Facts: In August 2016, police officers Josh Girdner, Chase Reed, and Brandon Vick responded to a 911 call from the ex-wife of Dominic Rollice, who reported that an intoxicated Rollice was in her garage and would not leave. Joy requested police assistance. The officers encountered Rollice and began speaking with him in the garage doorway. Rollice began fidgeting with something in his hands and the officers noticed that he appeared nervous. Officer Girdner asked if he could pat Rollice down for weapons, but Rollice refused. Police body-camera video captured the events that followed. As the conversation continued, Officer Girdner gestured with his hands and took one step toward the doorway, causing Rollice to take one step back. Rollice turned around and walked toward the back of the garage where his tools were hanging. Officer Girdner followed, with the others close behind. No officer was within six feet of Rollice. Although officers ordered Rollice to stop, Rollice kept walking, grabbed a hammer from the back wall and turned around to face the officers. He grasped the handle of the hammer with both hands, as if preparing to swing a baseball bat, and pulled it up to shoulder level. The officers backed up, drawing their guns. The officers can be heard on video yelling at Rollice to drop the hammer, but Rollice did not do so. He took a few steps to his right, coming out from behind a piece of furniture so that he had an unobstructed path to Officer Girdner. He then raised the hammer higher back behind his head and took a stance as if he was about to throw the hammer or charge at the officers. In response, Officers Girdner and Vick fired their weapons, killing Rollice.
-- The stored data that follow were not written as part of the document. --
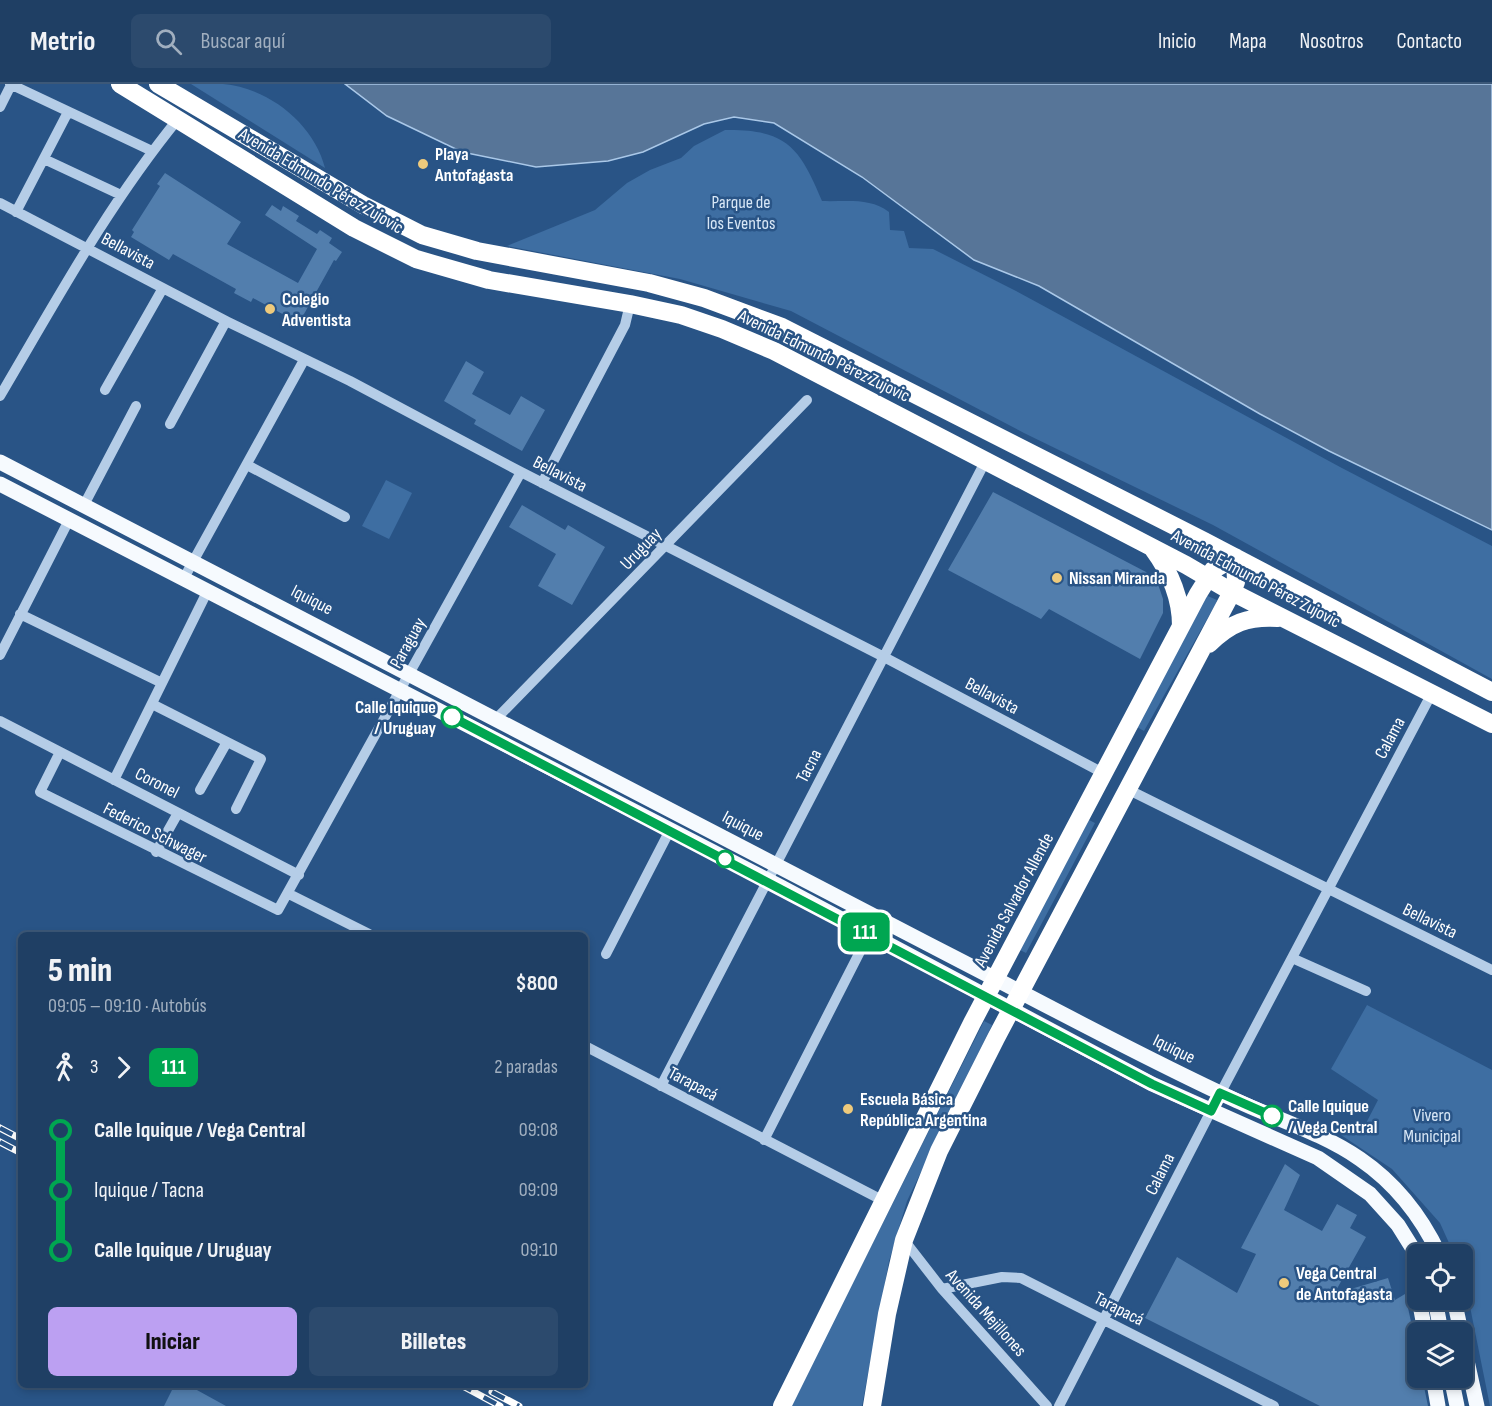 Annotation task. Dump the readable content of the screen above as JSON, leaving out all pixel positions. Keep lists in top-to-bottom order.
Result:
{
  "streets": {
    "highway": ["Avenida Edmundo Pérez Zujovic", "Avenida Salvador Allende"],
    "main road": ["Iquique"],
    "street": [
      "Bellavista",
      "Uruguay",
      "Paraguay",
      "Calama",
      "Tacna",
      "Coronel",
      "Federico Schwager",
      "Tarapacá",
      "Avenida Mejillones"
    ]
  },
  "crossings": [
    ["Avenida Edmundo Pérez Zujovic", "Calama"],
    ["Avenida Edmundo Pérez Zujovic", "Tacna"],
    ["Avenida Edmundo Pérez Zujovic", "Avenida Salvador Allende"],
    ["Bellavista", "Uruguay"],
    ["Bellavista", "Paraguay"],
    ["Bellavista", "Calama"],
    ["Bellavista", "Tacna"],
    ["Bellavista", "Avenida Salvador Allende"],
    ["Uruguay", "Iquique"],
    ["Iquique", "Paraguay"],
    ["Iquique", "Calama"],
    ["Iquique", "Tacna"],
    ["Iquique", "Avenida Salvador Allende"],
    ["Paraguay", "Coronel"],
    ["Paraguay", "Federico Schwager"],
    ["Calama", "Tarapacá"],
    ["Tacna", "Tarapacá"],
    ["Coronel", "Federico Schwager"],
    ["Avenida Salvador Allende", "Tarapacá"],
    ["Tarapacá", "Avenida Mejillones"]
  ],
  "parks": ["Parque de los Eventos", "Vivero Municipal"],
  "places": [
    "Playa Antofagasta",
    "Colegio Adventista",
    "Nissan Miranda",
    "Calle Iquique / Uruguay",
    "Escuela Básica República Argentina",
    "Calle Iquique / Vega Central",
    "Vega Central de Antofagasta"
  ],
  "lines": ["bus line 111"],
  "page": {
    "header": "Metrio",
    "search": "Buscar aquí",
    "nav": [
      "Inicio",
      "Mapa",
      "Nosotros",
      "Contacto"
    ],
    "on_map": "111",
    "heading": ["5 min", "09:05 – 09:10 · Autobús", "$800"],
    "legs": ["3", "111", "2 paradas"],
    "list": [
      {
        "name": "Calle Iquique / Vega Central",
        "value": "09:08"
      },
      {
        "name": "Iquique / Tacna",
        "value": "09:09"
      },
      {
        "name": "Calle Iquique / Uruguay",
        "value": "09:10"
      }
    ],
    "buttons": ["Iniciar", "Billetes"]
  }
}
Rollice’s estate filed suit against, among others, Officers Girdner and Vick, alleging that the officers were liable under 42 U. S. C. section 1983 for violating Rollice’s Fourth Amendment right to be free from excessive force. The District Court granted the officers’ motion for summary judgment, both on the merits and on qualified immunity grounds. The Tenth Circuit Court of Appeals reversed. As to qualified immunity, the Tenth Circuit concluded that several cases clearly established that the officers’ conduct was unlawful. The officers petitioned for writ of certiorari.


Held: The Supreme Court of the United States explained that on the record here, “the officers plainly did not violate any clearly established law.” The Court observed that the doctrine of qualified immunity shields officers from civil liability so long as their conduct “does not violate clearly established statutory or constitutional rights of which a reasonable person would have known.” Pearson v. Callahan, 555 U. S. 223, 231 (2009). The Court explained that it is not enough that a rule be suggested by then-existing precedent; the “rule’s contours must be so well defined that it is ‘clear to a reasonable officer that his conduct was unlawful in the situation he confronted.’” District of Columbia v. Wesby, 583 U. S. ___, ___ -___ (2018) (slip op., at 14) (quoting Saucier v. Katz, 533 U. S. 194, 202 (2001)). Such specificity is “especially important in the Fourth Amendment context,” where it is “sometimes difficult for an officer to determine how the relevant legal doctrine, here excessive force, will apply to the factual situation the officer confronts.” Mullenix v. Luna, 577 U. S. 7, 12 (2015) (per curiam) (internal quotation marks omitted).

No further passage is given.